Размышляю на отвлеченные темы, глядя на спектакль. Думаю о превратностях войны. Странная эта штука — война. Нет создания более лживого и одновременно — более правдивого, чем она. Вот мы — черви, мы и
Через пять минут все рассортированы. Мужики о чем-то перешептываются. Паркер заключает пари с Крамером. Одна Рыба сидит — дура-дурой, крутит головой, не въезжая, что происходит. У стены собрались человек десять без документов. Тихо переговариваются, оглядываясь на часовых. У вертолета всего трое — Шейла и два ее помощника.
— Сото! — говорит взводный.
— Сэр!
— Этих обыскать. Всю аппаратуру изъять. Потом расстрелять. Трупы сжечь — возможны имплантанты. Термита не жалей.
— Есть, сэр! Козловски! Гот! Чавес! — начинает выкрикивать Сото.
— Сэр, сержант просит разрешения обратиться, сэр!
— Что у тебя, Трак? — недовольно поворачивается взводный.
— Сэр, взвод просит проявить гуманизм к задержанным женщинам, сэр! Зачем добру пропадать? Ребята изголодались, на людей не похожи, сэр!
Взводный останавливается. Напряженно думает. Смотрит на нас, почти невидимых в темноте. Мы затаили дыхание. Черви мы и есть, и желания наши червивые, приземленные. Ехидная улыбка трогает его губы.
— Ладно… жеребцы.
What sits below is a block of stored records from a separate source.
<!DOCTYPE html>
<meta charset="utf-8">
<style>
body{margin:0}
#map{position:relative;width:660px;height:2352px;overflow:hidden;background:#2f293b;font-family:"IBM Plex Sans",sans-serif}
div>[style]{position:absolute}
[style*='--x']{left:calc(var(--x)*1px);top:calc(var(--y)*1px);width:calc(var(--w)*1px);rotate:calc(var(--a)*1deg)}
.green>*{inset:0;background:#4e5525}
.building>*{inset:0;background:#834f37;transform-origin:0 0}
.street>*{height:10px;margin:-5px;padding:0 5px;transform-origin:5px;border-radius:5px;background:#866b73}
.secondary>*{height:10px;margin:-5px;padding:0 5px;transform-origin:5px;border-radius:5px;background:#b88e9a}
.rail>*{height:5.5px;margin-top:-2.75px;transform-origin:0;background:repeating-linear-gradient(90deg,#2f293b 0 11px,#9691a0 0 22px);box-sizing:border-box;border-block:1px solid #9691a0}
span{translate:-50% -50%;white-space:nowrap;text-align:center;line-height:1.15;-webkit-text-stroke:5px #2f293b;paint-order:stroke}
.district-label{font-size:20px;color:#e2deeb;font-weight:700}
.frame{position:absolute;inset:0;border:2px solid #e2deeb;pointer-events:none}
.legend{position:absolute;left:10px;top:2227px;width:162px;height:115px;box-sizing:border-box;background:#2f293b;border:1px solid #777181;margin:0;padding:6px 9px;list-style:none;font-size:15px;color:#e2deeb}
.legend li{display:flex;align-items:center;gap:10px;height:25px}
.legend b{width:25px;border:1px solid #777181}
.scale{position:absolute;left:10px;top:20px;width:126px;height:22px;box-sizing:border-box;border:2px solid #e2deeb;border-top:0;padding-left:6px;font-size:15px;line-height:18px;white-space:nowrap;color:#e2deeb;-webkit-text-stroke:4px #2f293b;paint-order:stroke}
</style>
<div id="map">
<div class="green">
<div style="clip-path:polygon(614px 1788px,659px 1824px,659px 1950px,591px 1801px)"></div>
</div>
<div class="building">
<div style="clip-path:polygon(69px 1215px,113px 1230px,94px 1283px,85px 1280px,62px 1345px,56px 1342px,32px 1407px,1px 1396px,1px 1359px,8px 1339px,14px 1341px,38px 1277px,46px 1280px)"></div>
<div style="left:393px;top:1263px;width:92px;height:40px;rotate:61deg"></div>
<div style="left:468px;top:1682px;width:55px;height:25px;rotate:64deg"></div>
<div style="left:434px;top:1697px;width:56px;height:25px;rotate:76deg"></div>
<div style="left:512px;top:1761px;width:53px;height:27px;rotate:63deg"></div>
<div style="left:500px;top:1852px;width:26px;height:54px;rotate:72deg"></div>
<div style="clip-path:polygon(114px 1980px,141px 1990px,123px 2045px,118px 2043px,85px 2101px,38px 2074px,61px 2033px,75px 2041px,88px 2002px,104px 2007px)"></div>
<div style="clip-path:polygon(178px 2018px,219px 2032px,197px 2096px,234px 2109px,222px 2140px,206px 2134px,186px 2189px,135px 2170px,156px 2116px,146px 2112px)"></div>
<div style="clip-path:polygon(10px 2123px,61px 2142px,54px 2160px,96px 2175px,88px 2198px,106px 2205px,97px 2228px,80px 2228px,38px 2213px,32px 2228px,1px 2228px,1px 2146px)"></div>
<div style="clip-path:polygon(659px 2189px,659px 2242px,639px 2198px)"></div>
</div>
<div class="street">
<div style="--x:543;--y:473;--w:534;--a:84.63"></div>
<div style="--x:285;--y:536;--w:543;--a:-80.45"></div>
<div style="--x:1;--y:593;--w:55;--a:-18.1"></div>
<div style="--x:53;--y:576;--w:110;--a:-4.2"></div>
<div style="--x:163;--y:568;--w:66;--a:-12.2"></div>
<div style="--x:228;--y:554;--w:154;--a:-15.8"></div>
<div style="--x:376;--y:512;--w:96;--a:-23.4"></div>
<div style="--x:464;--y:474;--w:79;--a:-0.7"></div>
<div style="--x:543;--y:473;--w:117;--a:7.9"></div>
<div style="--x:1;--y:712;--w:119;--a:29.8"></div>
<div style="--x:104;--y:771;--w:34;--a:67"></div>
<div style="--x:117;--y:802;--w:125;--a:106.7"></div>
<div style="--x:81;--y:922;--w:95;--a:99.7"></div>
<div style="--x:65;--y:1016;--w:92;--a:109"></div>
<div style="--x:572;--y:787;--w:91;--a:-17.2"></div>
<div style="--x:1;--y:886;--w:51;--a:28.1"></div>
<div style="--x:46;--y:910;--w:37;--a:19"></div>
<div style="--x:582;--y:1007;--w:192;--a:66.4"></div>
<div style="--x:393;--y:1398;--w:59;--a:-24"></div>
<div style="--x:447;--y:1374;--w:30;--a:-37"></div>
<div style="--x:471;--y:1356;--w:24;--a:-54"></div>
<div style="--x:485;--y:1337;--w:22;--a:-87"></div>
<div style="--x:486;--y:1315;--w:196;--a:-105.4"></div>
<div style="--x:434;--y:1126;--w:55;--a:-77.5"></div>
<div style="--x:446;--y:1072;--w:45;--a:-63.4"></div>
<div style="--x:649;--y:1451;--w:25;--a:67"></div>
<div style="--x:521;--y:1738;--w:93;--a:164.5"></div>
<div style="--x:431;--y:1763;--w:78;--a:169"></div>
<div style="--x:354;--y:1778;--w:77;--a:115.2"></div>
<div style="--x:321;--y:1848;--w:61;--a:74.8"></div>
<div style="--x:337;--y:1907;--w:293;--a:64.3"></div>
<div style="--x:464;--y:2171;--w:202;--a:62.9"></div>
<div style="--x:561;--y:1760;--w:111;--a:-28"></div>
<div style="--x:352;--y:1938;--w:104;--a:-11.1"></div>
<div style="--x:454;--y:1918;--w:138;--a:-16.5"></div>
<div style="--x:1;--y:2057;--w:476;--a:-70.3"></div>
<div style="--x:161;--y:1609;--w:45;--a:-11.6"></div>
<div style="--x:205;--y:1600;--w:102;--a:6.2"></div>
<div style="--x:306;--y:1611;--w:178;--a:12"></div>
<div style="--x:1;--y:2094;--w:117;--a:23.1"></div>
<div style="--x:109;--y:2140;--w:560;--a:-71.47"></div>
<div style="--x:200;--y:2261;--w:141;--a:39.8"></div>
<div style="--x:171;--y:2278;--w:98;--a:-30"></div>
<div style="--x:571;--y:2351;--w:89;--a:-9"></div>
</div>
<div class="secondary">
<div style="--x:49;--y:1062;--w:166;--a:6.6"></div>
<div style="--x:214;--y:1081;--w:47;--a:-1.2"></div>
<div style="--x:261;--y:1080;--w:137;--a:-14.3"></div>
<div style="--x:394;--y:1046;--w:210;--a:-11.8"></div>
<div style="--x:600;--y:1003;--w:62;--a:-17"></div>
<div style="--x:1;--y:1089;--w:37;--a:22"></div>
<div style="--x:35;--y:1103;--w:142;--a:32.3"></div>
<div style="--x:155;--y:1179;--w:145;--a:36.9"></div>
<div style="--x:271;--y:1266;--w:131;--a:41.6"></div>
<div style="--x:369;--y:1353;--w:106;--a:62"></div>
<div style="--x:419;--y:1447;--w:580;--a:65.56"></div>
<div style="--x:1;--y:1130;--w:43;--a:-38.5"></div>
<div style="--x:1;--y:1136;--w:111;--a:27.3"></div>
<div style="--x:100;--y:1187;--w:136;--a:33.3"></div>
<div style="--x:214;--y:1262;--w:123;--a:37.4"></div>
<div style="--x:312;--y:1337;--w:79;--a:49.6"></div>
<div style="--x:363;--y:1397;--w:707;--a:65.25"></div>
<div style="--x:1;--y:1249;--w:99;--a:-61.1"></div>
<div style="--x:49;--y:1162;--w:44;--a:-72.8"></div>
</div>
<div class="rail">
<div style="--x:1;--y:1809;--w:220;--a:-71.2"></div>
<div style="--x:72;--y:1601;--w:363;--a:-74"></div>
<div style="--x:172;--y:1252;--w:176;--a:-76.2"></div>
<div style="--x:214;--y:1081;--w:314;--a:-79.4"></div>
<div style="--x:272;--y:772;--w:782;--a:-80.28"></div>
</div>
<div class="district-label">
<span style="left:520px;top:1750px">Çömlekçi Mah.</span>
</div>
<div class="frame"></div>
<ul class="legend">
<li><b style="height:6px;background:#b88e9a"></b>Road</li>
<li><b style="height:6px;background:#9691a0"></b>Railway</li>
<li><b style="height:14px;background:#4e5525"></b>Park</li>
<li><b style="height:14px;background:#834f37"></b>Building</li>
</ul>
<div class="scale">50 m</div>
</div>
Сото — под твою ответственность. Женщин обыскать, потом препроводить в фильтрационный лагерь. Два часа на все.
— Сэр! Спасибо, сэр! — козыряет ухмыляющийся Трак. Мы дружно выдыхаем застоявшийся воздух.
Пленных делят на две группы. Одну осторожно ведут — не гонят, к мыльным пузырям над “Томми”. Вторую раздевают на месте.
— Ты это, Трак, — спиртом, что ли, оботритесь… Все же не шлюхи какие — акулы пера… — говорит неуверенно лейтенант.
— Не беспокойтесь, сэр! Ни царапинки не оставим! Будем чисты, как ангелы, сэр!